La narrativa de saltar del presente al pasado y al pretérito anterior luce y da forma a la espléndida El poder y la gloria (The Power and the Glory, 1933), dirigida por William K. Howard, que adaptaba a la pantalla un guion de Preston Sturges. Toda ella es un continuo salto en el tiempo, en busca de reconstruir un personaje parecido a Kane.

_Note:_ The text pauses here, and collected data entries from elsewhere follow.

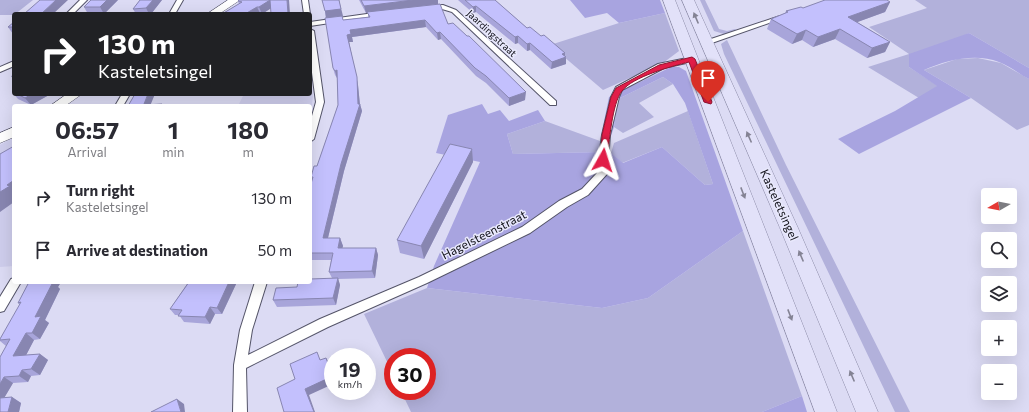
<!DOCTYPE html>
<meta charset="utf-8">
<style>
:root{--surface:#fff;--page:#f7f7f7;--text:#2b2b33;--muted:#7c7c81}
body{margin:0;font-family:Commissioner,sans-serif;background:var(--page);color:var(--text);height:100vh;display:flex;flex-direction:column;font-size:15px;white-space:nowrap}
*{box-sizing:border-box;margin:0}
p{font-size:13px;color:var(--muted)}
.icon{flex:none;width:22px;height:22px;fill:none;stroke:currentColor;stroke-width:2;stroke-linecap:round;stroke-linejoin:round}
.map{position:relative;flex:1;overflow:hidden}
.drawer{position:absolute;left:12px;top:104px;width:300px;height:180px;display:flex;flex-direction:column;background:var(--surface);border-radius:4px;box-shadow:0 4px 16px #0002}
.drawer>*{flex:none}
.top-card{position:absolute;left:12px;top:12px;width:300px;height:84px;border-radius:4px;box-shadow:0 4px 16px #0002;background:#202124;color:#fff;overflow:hidden}
.needle{width:26px;rotate:261deg}
.buttons{position:absolute;left:981px;top:188px;display:grid;gap:8px}
.buttons a{display:grid;place-items:center;width:36px;height:36px;border-radius:4px;background:var(--surface);box-shadow:0 4px 16px #0002;font-size:20px}
.speed{position:absolute;left:324px;top:348px;display:flex;gap:8px;font-size:20px;font-weight:700;text-align:center}
.speed>*{display:grid;place-content:center;width:52px;height:52px;border-radius:50%;background:var(--surface);box-shadow:0 4px 16px #0002;line-height:1}
.speed small{font-size:10px;font-weight:400}
.speed .limit{border:6px solid #d22;background:#fff;color:#111}
.pin{position:absolute;display:grid;place-items:center;width:34px;height:34px;color:#fff;margin:-41px -17px;border-radius:50% 50% 50% 0;rotate:-45deg;box-shadow:0 0 4px #0007}
.pin .icon{rotate:45deg}
.me{position:absolute;width:44px;margin:-22px;rotate:6deg;stroke-linejoin:round;filter:drop-shadow(0 0 3px #0008)}
.turn{display:flex;align-items:center;gap:14px;height:84px;padding:0 20px;font-size:18px}
.turn .icon{width:52px;height:52px;stroke-width:2.5}
.turn b{display:block;font-size:28px;line-height:34px}
.eta{display:flex;justify-content:space-evenly;align-items:center;height:68px;text-align:center}
.eta b{font-size:24px;font-weight:700;line-height:28px}
ul{padding:0;list-style:none}
li{display:flex;align-items:center;gap:12px;height:52px;padding:0 20px}
li div{flex:1}
li b{display:block;font-size:15px}
li em{font-style:normal}
.map>svg:first-child{display:block}
</style>
<div class="map">
<svg width="1029" height="412" viewBox="0 0 1029 412">
<rect width="100%" height="100%" fill="#dcdbf4"/>
<path fill="#cecdec" d="M310,81H311L313,97L310,118V106H238L244,94H310Z
M14,137V266L0,267V145Z"/>
<path fill="#b2b1db" d="M0,0H33L14,15H0Z
M700,0H705L719,29L727,31L735,29L737,31L724,34L714,31Z
M915,0H1029V68L969,33L909,67L938,86L919,98L868,67L909,54L869,27L927,8Z
M665,13L679,51L663,63L603,90L550,45L619,23Z
M727,40L786,165L910,412H895L724,54L721,44Z
M978,58L1001,63L1029,79V125L1017,130L971,98L924,70L957,59Z
M663,77L673,84L639,103L654,117L623,133L614,127L618,99Z
M688,111L713,184L705,185L662,147L622,163L611,153L614,143Z
M545,121L600,141L601,152L513,154L507,134Z
M743,231L802,396L762,412H411L401,391H427V357H393V374L364,314L427,288L602,308L648,298Z"/>
<path fill="#a8a4e0" d="M570,0H660L665,13L619,23L607,13L585,18Z
M969,33L1029,68V79C1019,74 1010,66 999,62C975,53 947,60 924,70L971,98L859,154L838,139L895,111L937,86L909,67V54Z
M671,67H679L686,71L743,231L648,298L602,308L427,288L434,266L480,162L436,153L448,115L482,104L488,114L500,110L509,121L538,110L545,121L507,134L513,154L601,152L611,153L623,163L662,147L705,185L713,184L685,103L673,84L663,77L618,99L614,127L609,142L600,141L609,97Z
M802,396L807,412H762Z"/>
<g fill="none" stroke-linecap="round" stroke-linejoin="round">
<g stroke="#545468" stroke-width="2">
<path id="street" d="M80,0H87L73,14H66Z
M177,0H183L175,14H169Z
M302,0H308L310,14V15L304,14Z
M443,5L456,10L556,101V105H550L452,12L442,9L428,10L425,8L428,6Z
M381,12L384,14L383,15L310,26V22Z
M780,16L786,17L709,44H703L702,42Z
M310,29L314,31L324,102L314,139L310,142V123L316,102L310,58Z
M692,57H695V61L664,68L622,90L619,97L610,135L607,174L588,195L567,207L530,233L427,283L328,327L246,368L247,412H233L234,365L240,330L255,282H267L252,330L248,355L320,319L419,277L522,227L559,201L582,189L597,173L602,135L611,97L616,87L658,64Z
M14,61V66L0,72V67Z
M122,94H130L123,106H115Z
M14,278V282H21L4,311L0,312V297L11,279Z"/>
</g>
<g stroke="#545468" stroke-width="1">
<path id="secondary" d="M228,0H240L219,14H207Z
M67,94H82L65,106H50Z
M14,127V137L0,143V133Z"/>
</g>
<g stroke="#8c8ba8" stroke-width="1">
<path id="primary" d="M663,0H675L837,412H815Z
M682,0H694L798,228L878,412H856L780,228Z"/>
</g>
<use href="#street" fill="#fff" fill-rule="evenodd"/>
<use href="#secondary" fill="#fff" fill-rule="evenodd"/>
<use href="#primary" fill="#e2e1f9" fill-rule="evenodd"/>
</g>
<path fill="#a8a5da" d="M91,0H118L104,14H88L84,7Z
M140,0H162L151,14H136L133,9Z
M289,0L271,8L262,14L260,13L258,14H222L239,4L238,1Z
M359,0H438V4L448,24L525,100L509,106L486,83L476,76L441,39L438,40L426,27L352,37L353,42H349L358,85L360,104L362,111L344,171L328,238H340L343,246L342,248H376L378,255L375,278L338,279L340,285L336,305L277,307L273,300L297,287L332,278L329,272L331,260H310V187L312,180L311,177L317,166L338,105L337,78L335,75L333,68L326,18L325,11L343,20L368,17V13H366Z
M458,0H495L527,28L566,57V64L551,69L530,50L527,51L518,43L515,44L476,12L473,13Z
M890,2L885,12L857,22L890,42L885,52L867,58L835,39L813,47L802,40L792,44L767,29L771,19L785,13L786,11L803,8Z
M14,22V34H13L8,27Z
M14,91V94H48L49,95L31,105L18,99L12,92Z
M472,149L473,162L424,259L400,253L397,240Z
M29,282H61L58,287L60,289L45,320L49,323L40,339L34,340L26,355L40,354L48,360L40,375L31,376L28,382L13,383L4,398L12,397L21,403L19,412H0L6,346L0,341V339L20,305L18,303Z
M182,282H237L222,314H215L210,324L184,322L179,315H175L170,309L187,284Z"/>
<path fill="#8886b1" d="M56,0H68L53,14H41Z
M107,0H118L104,14L100,7Z
M153,0H162L151,14H149L146,8Z
M270,0L273,7L262,14L259,7Z
M287,0H289L290,14H288Z
M339,0L343,16L326,18L325,11Z
M413,0H438V4L366,13L364,6Z
M890,2L885,12L844,27L848,17Z
M476,6V12L473,13V7Z
M257,7L260,13L258,14H245Z
M425,20L426,27L352,37L353,42H349L358,85L360,106V104L362,111L344,171L326,246L323,238L341,164L347,35L350,30Z
M840,29L835,39L813,47L818,37Z
M806,30L802,40L792,44L797,34Z
M440,32L441,39L438,40L437,33Z
M518,36V43L515,44V37Z
M890,42L885,52L867,58L872,48Z
M530,43V50L527,51V44Z
M565,53V58L566,57V64L551,69L552,62L562,54Z
M337,70V78L335,71Z
M14,75V80L11,76Z
M526,92L525,100L509,106V98Z
M32,94H48L49,95L31,105L25,98Z
M148,94H155L150,106H145L144,104Z
M472,149L473,162L424,259L421,246Z
M14,180V202L0,212V192L7,185Z
M340,238L343,246L340,256L338,248Z
M376,248L378,255L375,278L372,271Z
M338,278L340,285L336,305L333,298Z
M50,282H61L58,287L60,289L45,320L49,323L40,339L32,333L35,317Z
M229,282H237L222,314L217,308Z
M210,307L215,314L210,324L205,317Z
M26,333L34,340L22,363L13,356Z
M40,354L48,360L40,375L31,369Z
M326,358L329,364L333,374V384L309,395L315,412H314L305,389Z
M22,370L31,376L28,382L19,376Z
M4,377L13,383L0,405V384Z
M12,397L21,403L19,412H8Z
M177,399L184,404L185,412H181Z"/>
<path fill="#c3c0fd" stroke="#8886b1" d="M40,0H56L41,14H24Z
M91,0H107L100,7H84Z
M140,0H153L146,8L133,9Z
M239,0H287L288,14H271L270,0L259,7H257L245,14H222L242,2L238,1Z
M322,0H339L341,9L325,11Z
M361,0H413L364,6Z
M465,0H495L527,28L530,27L541,36L544,35L565,53L562,54L566,57L552,62L530,43L527,44L518,36L515,37L476,6L473,7Z
M825,0H887L890,2L848,17L890,42L872,48L840,29L818,37L806,30L797,34L771,19L788,12L786,11L801,7L803,8Z
M440,4L448,24L453,23L467,36H469L526,92L509,98L486,76L475,68L440,32L437,33L425,20L350,30L351,34L347,35L357,77L358,104H360L341,164L323,238H340L338,248H376L372,271L329,272L333,253H310V187L313,177H311L314,166H317L338,105L337,70L335,71L333,68L325,18L342,16L343,20L370,17L367,12Z
M14,22V27H8Z
M17,94H32L25,98Z
M135,94H148L144,104L146,103L145,105L162,104L161,106H128Z
M450,144L472,149L421,246L397,240Z
M14,146V180L7,185L10,186L0,192V154Z
M338,278L333,298L273,300L276,288L297,287L298,282H310V279Z
M29,282H53L35,317L41,316L32,333H26L13,356L40,354L31,369L22,370L19,376L4,377L0,384V357L10,339L0,340V339L21,302L18,303Z
M189,282H229L217,308L210,307L205,317L178,316L182,310L170,309Z
M317,352L320,360L326,358L333,376L305,389L314,412H284L277,388L295,379L290,364Z
M12,397L8,412H0V398Z
M177,399L181,412H151Z"/>
<defs><path id="oneway-solid" d="M-6-.8H1V-3.2L6.5 0L1 3.2V.8H-6Z"/></defs>
<g fill="#848394">
<use href="#oneway-solid" transform="translate(696 18) rotate(-113)"/>
<use href="#oneway-solid" transform="translate(749 137) rotate(-114)"/>
<use href="#oneway-solid" transform="translate(743 193) rotate(69)"/>
<use href="#oneway-solid" transform="translate(801 256) rotate(-113)"/>
<use href="#oneway-solid" transform="translate(790 315) rotate(69)"/>
<use href="#oneway-solid" transform="translate(852 376) rotate(-113)"/>
</g>
<path fill="#e11d48" stroke="#92132f" d="M692,57L695,59L712,102L711,104L704,102L689,62C672,66 632,77 622,91C612,103 609,144 607,160L603,163H600L602,135L611,97L616,88L659,65Z"/>
<g text-anchor="middle" stroke-width="3" stroke-linejoin="round" paint-order="stroke">
<g font-size="10" fill="#111119" stroke="#e9e9fd">
<text transform="translate(492 33) rotate(43)" y="4">Jaardingstraat</text>
</g>
<g font-size="12" fill="#111119" stroke="#e9e9fd">
<text transform="translate(779 205) rotate(66)" y="4">Kasteletsingel</text>
<text transform="translate(484 235) rotate(-27)" y="4">Hagelsteenstraat</text>
</g>
</g>
</svg>
<div class="buttons">
<a><svg class="needle" viewBox="-14 -14 28 28"><path d="M0-13l5 13h-10z" fill="#e53935"/><path d="M0 13l5-13h-10z" fill="#7c7c81"/></svg></a>
<a><svg class="icon" aria-label="search" viewBox="0 0 24 24"><circle cx="10" cy="10" r="6"/><path d="M15 15l6 6"/></svg></a>
<a><svg class="icon" aria-label="layers" viewBox="0 0 24 24"><path d="M12 4l9 5-9 5-9-5zM3 14l9 5 9-5"/></svg></a>
<a>+</a>
<a>−</a>
</div>
<div class="speed"><div>19<small>km/h</small></div><div class="limit">30</div></div>
<div class="pin" style="left:708px;top:102px;background:#d93025"><svg class="icon" aria-label="arrive" viewBox="0 0 24 24"><path d="M6 21V4h12l-3 4 3 4H6"/></svg></div>
<svg class="me" style="left:603px;top:160px" viewBox="-20 -20 40 40"><path d="M0-17L14 15 0 8-14 15z" fill="#e11d48" stroke="#fff" stroke-width="4"/></svg>
<div class="top-card">
<div class="turn"><svg class="icon" aria-label="right" viewBox="0 0 24 24"><path d="M7 20v-9h11M14 6l5 5-5 5"/></svg><div><b>130 m</b>Kasteletsingel</div></div>
</div>
<section class="drawer">
<div class="eta">
<div><b>06:57</b><p>Arrival</p></div>
<div><b>1</b><p>min</p></div>
<div><b>180</b><p>m</p></div>
</div>
<ul>
<li><svg class="icon" aria-label="right" viewBox="0 0 24 24"><path d="M7 20v-9h11M14 6l5 5-5 5"/></svg><div><b>Turn right</b><p>Kasteletsingel</p></div><em>130 m</em></li>
<li><svg class="icon" aria-label="arrive" viewBox="0 0 24 24"><path d="M6 21V4h12l-3 4 3 4H6"/></svg><div><b>Arrive at destination</b></div><em>50 m</em></li>
</ul>
</section>
</div>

Y tanto Ciudadano Kane como Mank siguen una ruptura temporal similar a la expuesta en El poder y la gloria; salvo que Welles la llevó un paso más allá, pues, tal como sus palabras y su obra parecen indicar, su ego artístico quiso rizar el rizo. De cualquier forma hay que distinguir entre guiones y películas (entre la escritura/lectura a la que no tenemos acceso y las imágenes que vemos en pantalla). Por otra parte, Gary Oldman hace suyo el personaje de Mankiewicz desde su aparición en pantalla, de ahí que en ocasiones no sepa si lo veo a él, el actor, o al guionista, irónico, brillante, sarcástico, alcohólico y derrotado a quien da vida en la película. Pero solo son sensaciones y pronto recupero la imagen del hombre derrotado que tengo frente a mí. La derrota de Mank es anterior a la aparición de Welles y a la venta del guion a la Mercury, y a su renuncia a la autoría a cambio de dinero y de volver a trabajar. Pero precisamente ese guion es lo mejor que ha escrito y, ante esto, el quiere recuperar su crédito, tanto el de la obra como su autoestima como creador y como hombre. En este punto, no puedo evitar la duda de si el libreto fuese un bodrio, ¿incumpliría lo pactado, exigiendo que se le reconociese como autor? Probablemente, no. Pero esa no es la historia que Fincher reconstruye, la suya no busca juzgar esa posibilidad en Mankiewicz, sino adentrarse en su intimidad y enfrentarla a los distintos personajes —Hearst, Marion Davis, Louis B. Mayer, Irving Thalberg, John Houseman o su hermano Joe Mankiewicz—, a los hechos y al ambiente que, quizá a modo de redención y acusación, el guionista describe y desmitifica en su guion, que finalmente le reportará su mayor reconocimiento como autor y a Orson Welles la base argumental y literaria para dar forma a las imágenes de uno de los films icónicos de la Historia del cine.